By Mark Wilson, Esq. | Last updated on

A class action lawsuit against the City of New York can proceed, the Second Circuit ruled today. The lawsuit began when hundreds of Occupy Wall Street protesters marched across the Brooklyn Bridge on October 1, 2011. Halfway across the bridge, they were trapped and arrested by police.

Police claimed the protesters were arrested for impeding traffic, but the protesters claimed that they were lured onto the bridge by police, who they say escorted them onto the bridge, only to arrest them once they were there. Though the police were actually announcing over a megaphone that protesters who entered the roadway would be arrested, the plaintiffs in this claim that they couldn't hear them.

Qualified Immunity Asserted

The City appealed from a district court's denial of its motion to dismiss, citing qualified immunity. The old standby defense for 42 USC § 1983 violations, qualified immunity protects state actors (usually police) as long as their actions were in compliance with the law or it was reasonable for them to believe their actions didn't violate the law.

The question for qualified immunity here turns on whether a reasonable officer would know that he had probable cause to arrest the plaintiffs in light of the admittedly peaceful protest (which adds a First Amendment wrinkle to the arrests).

There's a Factual Dispute

If police are going to arrest protesters for demonstrating, they need to give the demonstrators "fair warning." They also can't give permission and then change their minds, as the police did in Cox v.

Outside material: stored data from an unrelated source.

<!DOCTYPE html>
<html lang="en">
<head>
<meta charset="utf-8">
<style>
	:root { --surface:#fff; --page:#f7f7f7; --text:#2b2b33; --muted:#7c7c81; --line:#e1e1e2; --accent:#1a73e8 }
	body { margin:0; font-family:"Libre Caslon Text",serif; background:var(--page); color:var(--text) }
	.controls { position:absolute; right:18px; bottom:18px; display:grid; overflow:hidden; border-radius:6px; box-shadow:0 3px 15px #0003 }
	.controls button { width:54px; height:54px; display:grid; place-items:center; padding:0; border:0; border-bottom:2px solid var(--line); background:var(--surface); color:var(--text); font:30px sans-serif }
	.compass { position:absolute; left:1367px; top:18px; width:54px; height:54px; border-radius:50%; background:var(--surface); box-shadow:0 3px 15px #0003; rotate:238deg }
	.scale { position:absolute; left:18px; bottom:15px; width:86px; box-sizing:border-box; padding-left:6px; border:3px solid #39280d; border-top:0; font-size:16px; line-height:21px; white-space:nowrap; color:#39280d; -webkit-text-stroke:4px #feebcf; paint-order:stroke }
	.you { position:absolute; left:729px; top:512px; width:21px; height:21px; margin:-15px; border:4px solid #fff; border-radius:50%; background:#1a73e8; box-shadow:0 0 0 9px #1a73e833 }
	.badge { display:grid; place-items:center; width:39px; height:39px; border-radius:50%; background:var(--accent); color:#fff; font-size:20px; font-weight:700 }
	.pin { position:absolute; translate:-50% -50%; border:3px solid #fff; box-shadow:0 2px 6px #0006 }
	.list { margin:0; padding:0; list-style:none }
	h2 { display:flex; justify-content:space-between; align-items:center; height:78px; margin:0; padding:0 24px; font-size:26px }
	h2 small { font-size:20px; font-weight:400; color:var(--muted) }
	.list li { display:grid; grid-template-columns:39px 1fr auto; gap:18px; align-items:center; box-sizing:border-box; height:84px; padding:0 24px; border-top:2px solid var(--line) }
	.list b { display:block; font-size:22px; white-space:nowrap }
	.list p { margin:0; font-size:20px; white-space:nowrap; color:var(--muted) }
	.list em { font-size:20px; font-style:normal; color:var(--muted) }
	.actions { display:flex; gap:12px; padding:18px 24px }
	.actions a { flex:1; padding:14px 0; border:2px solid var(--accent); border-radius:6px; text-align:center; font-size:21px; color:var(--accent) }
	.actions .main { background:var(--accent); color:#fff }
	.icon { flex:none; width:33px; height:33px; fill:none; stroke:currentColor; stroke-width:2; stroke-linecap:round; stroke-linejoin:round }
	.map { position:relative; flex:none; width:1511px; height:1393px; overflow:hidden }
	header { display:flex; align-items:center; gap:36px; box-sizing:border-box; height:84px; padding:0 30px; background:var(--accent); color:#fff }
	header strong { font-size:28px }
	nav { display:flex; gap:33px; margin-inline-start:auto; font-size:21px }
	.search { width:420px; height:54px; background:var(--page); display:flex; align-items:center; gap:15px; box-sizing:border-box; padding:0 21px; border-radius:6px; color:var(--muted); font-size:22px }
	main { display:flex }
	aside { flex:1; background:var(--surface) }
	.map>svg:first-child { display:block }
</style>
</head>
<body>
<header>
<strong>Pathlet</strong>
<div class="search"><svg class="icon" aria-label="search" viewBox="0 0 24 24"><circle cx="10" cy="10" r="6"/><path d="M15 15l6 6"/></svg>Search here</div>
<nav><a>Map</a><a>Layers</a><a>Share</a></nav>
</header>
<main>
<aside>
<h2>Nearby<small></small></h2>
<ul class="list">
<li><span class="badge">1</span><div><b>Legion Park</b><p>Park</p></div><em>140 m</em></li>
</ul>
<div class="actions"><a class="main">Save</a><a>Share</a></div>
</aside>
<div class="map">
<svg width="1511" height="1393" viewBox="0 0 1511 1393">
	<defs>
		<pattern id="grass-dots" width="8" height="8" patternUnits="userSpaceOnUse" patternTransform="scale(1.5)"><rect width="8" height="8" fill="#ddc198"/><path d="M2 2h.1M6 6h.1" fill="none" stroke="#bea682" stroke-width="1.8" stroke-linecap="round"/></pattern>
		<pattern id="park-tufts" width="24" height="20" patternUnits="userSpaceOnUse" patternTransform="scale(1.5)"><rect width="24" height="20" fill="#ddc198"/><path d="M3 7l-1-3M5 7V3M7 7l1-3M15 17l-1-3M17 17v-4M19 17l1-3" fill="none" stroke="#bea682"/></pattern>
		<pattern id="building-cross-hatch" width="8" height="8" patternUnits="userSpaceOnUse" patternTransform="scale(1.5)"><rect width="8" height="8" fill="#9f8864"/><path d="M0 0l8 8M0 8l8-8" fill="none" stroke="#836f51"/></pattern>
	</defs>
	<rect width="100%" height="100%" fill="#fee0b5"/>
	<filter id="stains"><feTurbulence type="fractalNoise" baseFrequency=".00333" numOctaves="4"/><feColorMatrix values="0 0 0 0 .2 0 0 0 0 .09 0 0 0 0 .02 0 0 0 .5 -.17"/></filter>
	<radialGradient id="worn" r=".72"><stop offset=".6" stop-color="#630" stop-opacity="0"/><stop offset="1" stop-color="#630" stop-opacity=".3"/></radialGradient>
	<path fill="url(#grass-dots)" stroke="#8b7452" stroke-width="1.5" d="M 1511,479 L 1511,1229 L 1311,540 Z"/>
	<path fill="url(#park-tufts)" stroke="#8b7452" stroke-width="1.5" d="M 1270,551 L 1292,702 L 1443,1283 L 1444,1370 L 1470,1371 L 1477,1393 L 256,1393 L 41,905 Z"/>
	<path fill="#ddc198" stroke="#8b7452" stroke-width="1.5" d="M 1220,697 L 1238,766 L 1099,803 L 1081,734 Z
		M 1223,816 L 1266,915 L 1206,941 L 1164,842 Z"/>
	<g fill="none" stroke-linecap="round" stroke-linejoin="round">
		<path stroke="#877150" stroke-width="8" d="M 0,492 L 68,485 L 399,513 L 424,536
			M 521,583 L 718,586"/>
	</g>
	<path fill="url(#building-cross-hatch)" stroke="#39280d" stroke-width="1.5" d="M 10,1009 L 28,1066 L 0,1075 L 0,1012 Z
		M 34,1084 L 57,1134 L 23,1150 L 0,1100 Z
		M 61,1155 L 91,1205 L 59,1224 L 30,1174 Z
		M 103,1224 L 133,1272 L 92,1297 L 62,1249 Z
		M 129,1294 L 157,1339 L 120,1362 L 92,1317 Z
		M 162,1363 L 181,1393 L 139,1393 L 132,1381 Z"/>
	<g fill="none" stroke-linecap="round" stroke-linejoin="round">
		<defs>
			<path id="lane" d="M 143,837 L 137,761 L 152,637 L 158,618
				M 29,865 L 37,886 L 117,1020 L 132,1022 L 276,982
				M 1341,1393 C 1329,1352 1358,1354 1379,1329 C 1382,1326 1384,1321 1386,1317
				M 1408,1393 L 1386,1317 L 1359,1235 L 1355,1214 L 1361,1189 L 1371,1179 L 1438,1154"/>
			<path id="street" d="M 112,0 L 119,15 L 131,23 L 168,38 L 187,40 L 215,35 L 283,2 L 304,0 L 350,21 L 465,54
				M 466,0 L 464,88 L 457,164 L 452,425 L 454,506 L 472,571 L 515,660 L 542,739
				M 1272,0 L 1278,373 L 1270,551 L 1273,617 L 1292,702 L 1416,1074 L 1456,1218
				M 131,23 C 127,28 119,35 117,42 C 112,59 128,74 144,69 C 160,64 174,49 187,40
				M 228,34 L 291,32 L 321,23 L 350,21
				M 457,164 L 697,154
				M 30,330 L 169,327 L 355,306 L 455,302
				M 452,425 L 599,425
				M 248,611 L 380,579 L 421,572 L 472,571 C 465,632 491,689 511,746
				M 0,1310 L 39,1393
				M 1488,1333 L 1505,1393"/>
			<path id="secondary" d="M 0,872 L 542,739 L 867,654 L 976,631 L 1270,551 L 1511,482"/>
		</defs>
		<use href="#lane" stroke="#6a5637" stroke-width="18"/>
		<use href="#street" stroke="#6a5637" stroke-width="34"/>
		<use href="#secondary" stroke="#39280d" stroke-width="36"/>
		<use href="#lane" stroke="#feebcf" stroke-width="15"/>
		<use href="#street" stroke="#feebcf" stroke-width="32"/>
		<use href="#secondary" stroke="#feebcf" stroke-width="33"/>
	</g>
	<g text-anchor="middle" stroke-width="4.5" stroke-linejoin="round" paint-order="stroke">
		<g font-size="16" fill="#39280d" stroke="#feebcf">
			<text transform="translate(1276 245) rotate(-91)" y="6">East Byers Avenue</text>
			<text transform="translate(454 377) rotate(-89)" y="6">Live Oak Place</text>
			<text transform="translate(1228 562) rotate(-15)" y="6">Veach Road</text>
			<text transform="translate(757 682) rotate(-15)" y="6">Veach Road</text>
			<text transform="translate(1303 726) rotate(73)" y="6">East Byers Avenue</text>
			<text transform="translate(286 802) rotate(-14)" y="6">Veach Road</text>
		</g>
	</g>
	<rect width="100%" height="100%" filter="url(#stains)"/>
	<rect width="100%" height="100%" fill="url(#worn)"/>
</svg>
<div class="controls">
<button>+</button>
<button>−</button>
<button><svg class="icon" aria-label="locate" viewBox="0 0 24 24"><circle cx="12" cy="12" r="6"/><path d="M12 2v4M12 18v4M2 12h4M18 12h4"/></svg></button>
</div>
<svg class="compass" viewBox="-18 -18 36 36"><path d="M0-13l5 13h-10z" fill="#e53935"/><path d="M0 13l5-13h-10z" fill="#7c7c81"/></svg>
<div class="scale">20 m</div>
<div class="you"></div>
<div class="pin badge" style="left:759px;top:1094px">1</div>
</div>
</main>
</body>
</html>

Louisiana. The officers here had impliedly given protesters permission to march across the sidewalk portion of the Brooklyn Bridge -- but that was all, they claimed. No reasonable officer would think that he or she was inviting the protest into the roadway.

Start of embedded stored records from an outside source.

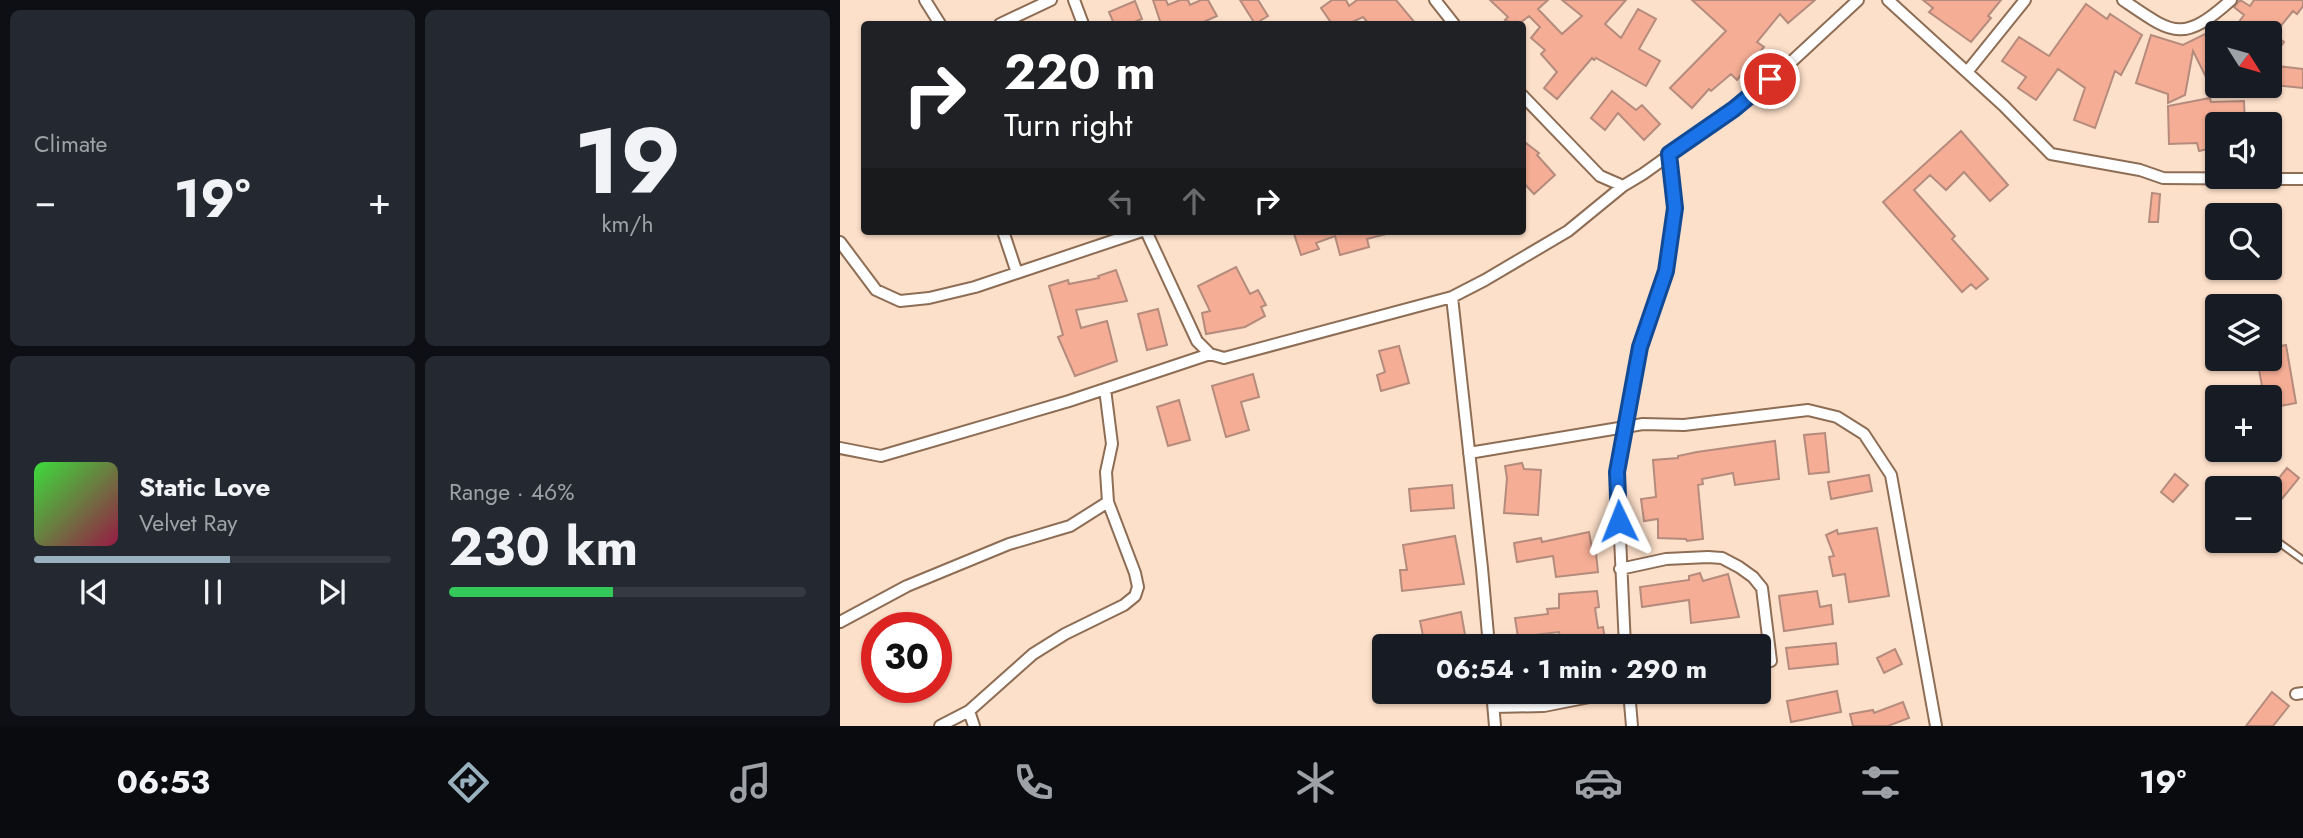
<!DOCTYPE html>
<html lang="en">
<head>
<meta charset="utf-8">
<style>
  body { margin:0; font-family:Jost,sans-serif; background:#242831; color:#f1f3f6; height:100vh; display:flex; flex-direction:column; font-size:26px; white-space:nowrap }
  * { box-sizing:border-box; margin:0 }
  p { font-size:23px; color:#9ea1a6 }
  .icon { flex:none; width:38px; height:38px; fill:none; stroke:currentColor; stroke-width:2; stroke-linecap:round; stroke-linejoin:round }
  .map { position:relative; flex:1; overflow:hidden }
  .sheet { display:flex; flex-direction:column; gap:10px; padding:10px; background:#0d0f14; width:840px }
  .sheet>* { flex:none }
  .top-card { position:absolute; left:21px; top:21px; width:665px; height:214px; border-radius:7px; box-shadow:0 2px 5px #0004; background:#202124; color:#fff; overflow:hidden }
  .needle { width:46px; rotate:127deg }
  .fabs { position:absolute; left:1365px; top:21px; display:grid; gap:14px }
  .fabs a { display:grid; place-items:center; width:77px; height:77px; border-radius:7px; background:#171b24; box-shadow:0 2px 5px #0004; font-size:35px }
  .speed { position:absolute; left:21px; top:612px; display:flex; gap:14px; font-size:35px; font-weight:700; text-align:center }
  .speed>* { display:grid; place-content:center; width:91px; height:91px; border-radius:50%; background:#171b24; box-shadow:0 2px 5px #0004; line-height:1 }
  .speed .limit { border:10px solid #d22; background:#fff; color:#111 }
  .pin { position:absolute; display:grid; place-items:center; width:60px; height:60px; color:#fff; margin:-30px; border:4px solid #fff; border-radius:50%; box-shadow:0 2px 7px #0007 }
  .me { position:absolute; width:77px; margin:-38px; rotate:358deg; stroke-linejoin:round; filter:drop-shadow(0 0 5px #0008) }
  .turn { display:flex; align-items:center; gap:24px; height:147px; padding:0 28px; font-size:32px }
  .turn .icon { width:91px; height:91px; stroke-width:2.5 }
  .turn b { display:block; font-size:49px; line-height:60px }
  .lanes { display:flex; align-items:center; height:66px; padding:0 28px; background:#0003; justify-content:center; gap:35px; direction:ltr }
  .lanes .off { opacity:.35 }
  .big { font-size:52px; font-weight:700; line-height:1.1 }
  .sheet .widget { flex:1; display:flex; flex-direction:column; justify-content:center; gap:10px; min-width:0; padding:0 24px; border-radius:10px; background:#242831 }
  .sheet .dial { align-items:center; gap:0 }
  .dial b { font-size:91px; line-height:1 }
  .song { display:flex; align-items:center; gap:21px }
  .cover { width:84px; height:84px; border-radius:10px; background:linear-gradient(135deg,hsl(120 70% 55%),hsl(340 70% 35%)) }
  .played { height:7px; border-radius:4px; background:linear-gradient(90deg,#99b0bf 55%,#363941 55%) }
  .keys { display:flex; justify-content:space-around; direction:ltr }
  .heat { display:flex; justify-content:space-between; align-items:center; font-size:38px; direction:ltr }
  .charge { height:10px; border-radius:5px; background:linear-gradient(90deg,#34c759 46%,#363941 0) }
  .sheet .tiles { flex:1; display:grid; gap:10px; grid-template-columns:repeat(2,1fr) }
  .trip { position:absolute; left:532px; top:634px; width:399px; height:70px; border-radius:7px; background:#171b24; box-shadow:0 2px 5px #0004; font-weight:700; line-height:70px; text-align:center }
  .menu { display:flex; height:112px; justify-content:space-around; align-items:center; background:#090b0e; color:#9ea1a6 }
  .menu .icon { width:49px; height:49px }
  .menu .active { color:#99b0bf }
  .menu b { font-size:32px; color:#f1f3f6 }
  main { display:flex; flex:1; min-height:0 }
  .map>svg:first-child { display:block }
  .building { fill:#f5ad95; stroke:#b48b7d; stroke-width:2 }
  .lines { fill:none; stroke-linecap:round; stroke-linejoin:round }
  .service-casing { stroke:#8e6d55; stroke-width:9 }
  .minor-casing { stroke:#8e6d55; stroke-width:14 }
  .service { stroke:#fff; stroke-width:5 }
  .minor { stroke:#fff; stroke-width:10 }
  .route-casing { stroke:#114b97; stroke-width:18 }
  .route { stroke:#1a73e8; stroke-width:12 }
</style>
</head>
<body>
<main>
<section class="sheet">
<div class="tiles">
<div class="widget"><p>Climate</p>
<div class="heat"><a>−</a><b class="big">19°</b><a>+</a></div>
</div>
<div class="widget dial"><b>19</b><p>km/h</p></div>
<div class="widget">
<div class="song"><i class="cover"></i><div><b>Static Love</b><p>Velvet Ray</p></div></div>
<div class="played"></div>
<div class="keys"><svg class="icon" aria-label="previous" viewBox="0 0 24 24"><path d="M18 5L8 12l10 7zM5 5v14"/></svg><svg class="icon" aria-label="pause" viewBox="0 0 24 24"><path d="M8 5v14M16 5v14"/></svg><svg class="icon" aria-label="next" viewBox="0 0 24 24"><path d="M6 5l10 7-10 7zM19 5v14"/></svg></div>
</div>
<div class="widget"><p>Range · 46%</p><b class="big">230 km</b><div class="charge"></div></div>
</div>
</section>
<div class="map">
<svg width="1463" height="726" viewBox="0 0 1463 726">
  <rect width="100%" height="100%" fill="#fde0ca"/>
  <path class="building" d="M313,0H326L328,5L340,0H348L350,5L361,0H368L377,16L359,24H321Z
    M400,0H418L428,16L415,24Z
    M492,0H506L509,6L517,0H556L576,24H529L523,17L508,24H492L481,8Z
    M650,0H708L698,9L722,34L742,16L722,0H786L765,24L781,38L798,9L816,19L799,49L820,61L806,86L756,58L754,60L752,58L717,99L704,88L717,72L701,54L705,50L691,38L700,27L689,16L679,24H670L665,20L668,17Z
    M852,0H975L948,23L940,14L917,42L924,47L897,80L891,74L871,91L869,89L852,108L830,88L886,31Z
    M1083,0H1161L1148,16L1151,18L1131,42L1089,12L1093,8Z
    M1400,0L1410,6L1414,0H1463V6L1457,14L1453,11L1435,33H1432L1444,42L1430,61V33H1391L1404,15L1394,7Z
    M295,1L302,19L289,24H274L269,12Z
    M1246,4L1267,19L1270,14L1302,35L1281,75L1275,71L1255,128L1234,120L1245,88L1218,69L1196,100L1178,88L1186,77L1162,61L1179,37L1209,56Z
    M1371,31L1377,44V78L1369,83L1353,51L1345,95L1328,103V94L1296,83L1311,35L1343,45Z
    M1438,66L1463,69V88L1435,85Z
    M772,91L796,110L802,105L820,124L804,140L778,113L765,130L751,118Z
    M1370,98L1371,102L1404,101L1405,124H1375L1377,147L1359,151L1357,143L1329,144L1328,106Z
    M1121,131L1168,185L1150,201L1124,172L1106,190L1090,175L1074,190L1115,236L1112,239L1148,279L1136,289L1131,284L1122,292L1043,202Z
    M682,140L699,153L697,155L715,175L694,194L682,181Z
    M1312,193L1320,194L1318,222H1309Z
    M453,231H545L546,234L527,239L529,247L500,255L495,236L476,243L479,249L461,255Z
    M396,267L410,294L418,290L426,305L421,307L425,316L405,327L366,334L362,313L370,311L358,286Z
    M276,270L287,301L236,310L241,328L267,321L277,361L235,376L218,337L223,335L209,286L228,280L229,284L259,278L258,276Z
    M318,309L327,345L307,350L298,314Z
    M1446,345L1456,403L1430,408V397H1424L1417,359H1430V348Z
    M559,346L569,383L541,391L537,375L545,372L539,351Z
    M413,374L419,397L401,402L409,430L386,437L372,386Z
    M339,400L350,440L328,446L317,407Z
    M985,433L989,472L969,474L964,435Z
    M935,441L939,479L895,485L893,473L862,479L863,484L858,485L863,539L847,541L846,539L818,538V519L804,521L801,499L816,497L813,460L838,458V456L857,452Z
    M682,463L684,469L701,470L698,515L664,513L667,478L665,466Z
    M1447,468L1459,478L1441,500L1430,492V489Z
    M1335,474L1348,485L1333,502L1321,492Z
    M1029,475L1032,491L991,499L988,482Z
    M612,485L614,508L571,511L569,489Z
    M1037,528L1049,596L1009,602L1005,574L993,576L989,557L994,556L986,535L997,530L998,534Z
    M749,532L753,554L756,553L758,572L716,577L713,556L677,562L674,543L701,538L702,542Z
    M615,536L624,584L562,591L560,570H567L563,545Z
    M860,573L863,581L888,574L899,617L851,623L849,600L802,607L800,587L849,580V576Z
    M757,591L759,607L755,608L758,628L763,627L766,646H721L719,632L678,637L675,618L708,614L707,609L719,608V594Z
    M977,591L980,607L991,605L993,624L944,631L939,596Z
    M621,612L627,646H585L580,621Z
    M996,643L998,664L949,669L946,648Z
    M1055,649L1062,664L1044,673L1037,658Z
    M997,691L1001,712L951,722L947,701Z
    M1432,692L1449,706L1433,726H1406Z
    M1063,702L1069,718L1048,726H1013L1010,714L1033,710L1034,713Z"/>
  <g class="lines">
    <g class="service-casing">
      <path id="service" d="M1430,536L1463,560"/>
    </g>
    <g class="minor-casing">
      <path id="minor" d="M85,0L100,24
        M234,0L243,24
        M595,0L614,24
        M1048,0L1164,106L1211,154L1300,170L1323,178L1463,179
        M1283,0C1333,34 1342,44 1391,0
        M160,24L211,0
        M1127,72L1185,0
        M682,95L760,176L783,186
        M163,231L177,273
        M306,231L357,341L370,354L384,358L612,297L645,280L728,231L783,186L803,174L894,109L949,64L1018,0
        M0,242L36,290L60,301L89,298L135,287L302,231
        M612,297L642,568L649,646
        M0,448L41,456L229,401L370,354
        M629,453L803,424L844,425L968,410L997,417L1024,434L1051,475L1096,726
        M780,569L826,559L868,557L882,558L899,567L913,577L922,588L931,661
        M0,622L67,586L169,544L230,526L268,502
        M785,646L777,472L800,347L826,271L835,208L829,154
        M652,691L655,726
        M789,691L792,726
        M1456,694L1463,693
        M654,707L704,706L780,691
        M129,711L134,726
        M100,726L129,711L193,654L225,634L284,605L295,596L298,587L295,573L268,502L266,472L272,444L265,389"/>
    </g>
    <use href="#service" class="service"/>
    <use href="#minor" class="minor"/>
  </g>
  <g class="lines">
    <g class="route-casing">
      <path id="route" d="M779,521L777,472L800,347L826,271L835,208L829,154L894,109L930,79"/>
    </g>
    <use href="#route" class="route"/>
  </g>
</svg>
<div class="fabs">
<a><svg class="needle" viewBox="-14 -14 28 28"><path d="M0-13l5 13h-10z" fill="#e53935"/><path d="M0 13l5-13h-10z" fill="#9ea1a6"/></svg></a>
<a><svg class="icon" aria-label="sound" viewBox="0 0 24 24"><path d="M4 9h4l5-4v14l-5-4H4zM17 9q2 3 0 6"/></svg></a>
<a><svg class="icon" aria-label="search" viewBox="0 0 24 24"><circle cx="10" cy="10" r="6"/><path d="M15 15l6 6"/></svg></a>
<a><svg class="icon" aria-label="layers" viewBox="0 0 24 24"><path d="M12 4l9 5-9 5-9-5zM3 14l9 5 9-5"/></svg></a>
<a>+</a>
<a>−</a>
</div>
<div class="speed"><div class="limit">30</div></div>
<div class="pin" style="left:930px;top:79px;background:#d93025"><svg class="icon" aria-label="arrive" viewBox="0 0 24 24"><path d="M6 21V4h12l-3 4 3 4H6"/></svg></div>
<svg class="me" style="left:779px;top:521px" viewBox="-20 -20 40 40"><path d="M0-17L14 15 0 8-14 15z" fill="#1a73e8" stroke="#fff" stroke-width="4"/></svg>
<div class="trip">06:54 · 1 min · 290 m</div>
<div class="top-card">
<div class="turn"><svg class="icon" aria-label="right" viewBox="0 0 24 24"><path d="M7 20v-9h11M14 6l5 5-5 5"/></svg><div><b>220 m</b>Turn right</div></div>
<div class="lanes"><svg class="icon off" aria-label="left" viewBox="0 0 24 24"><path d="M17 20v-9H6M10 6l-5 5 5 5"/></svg><svg class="icon off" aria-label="ahead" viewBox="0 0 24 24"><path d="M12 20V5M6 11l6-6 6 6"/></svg><svg class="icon" aria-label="right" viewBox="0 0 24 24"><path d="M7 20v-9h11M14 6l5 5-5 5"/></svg></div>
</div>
</div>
</main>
<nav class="menu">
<b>06:53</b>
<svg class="icon active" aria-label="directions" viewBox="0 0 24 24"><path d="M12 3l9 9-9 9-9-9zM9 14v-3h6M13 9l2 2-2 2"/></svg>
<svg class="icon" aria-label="music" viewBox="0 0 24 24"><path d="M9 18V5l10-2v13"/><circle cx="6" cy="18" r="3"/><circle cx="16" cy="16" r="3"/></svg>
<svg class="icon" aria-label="phone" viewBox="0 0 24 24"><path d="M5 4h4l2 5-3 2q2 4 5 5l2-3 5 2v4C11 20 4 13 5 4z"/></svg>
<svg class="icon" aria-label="climate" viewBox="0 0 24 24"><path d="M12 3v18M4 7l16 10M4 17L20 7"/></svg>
<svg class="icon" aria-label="car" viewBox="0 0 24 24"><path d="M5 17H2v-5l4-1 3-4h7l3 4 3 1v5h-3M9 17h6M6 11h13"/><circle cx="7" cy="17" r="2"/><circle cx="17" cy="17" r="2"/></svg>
<svg class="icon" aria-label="filters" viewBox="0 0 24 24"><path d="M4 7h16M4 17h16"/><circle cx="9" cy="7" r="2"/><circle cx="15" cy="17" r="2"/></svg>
<b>19°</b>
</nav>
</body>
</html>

Not quite, said the Second Circuit. There's a factual dispute here -- i.e., what the officers did and said goes to the heart of the officers' reasonableness. At the dismissal stage, all the facts are treated as true unless they're "blatantly contradicted" by the record. Here, the facts established an arguable case against qualified immunity; as such, the case can't be resolved at such an early stage.

Dissent

Judge Debra Ann Livingston dissented on a "law and order" argument, positing a parade of horribles as a result of the majority's ruling. She admonished the majority for misrepresenting the facts and applying the wrong standard for qualified immunity. Contrary to Cox, police in this case gave the protesters no affirmative authorization to enter the bridge's roadway. That protesters believed they could doesn't affect the actions of police, which Judge Livingston said were reasonable and consistent.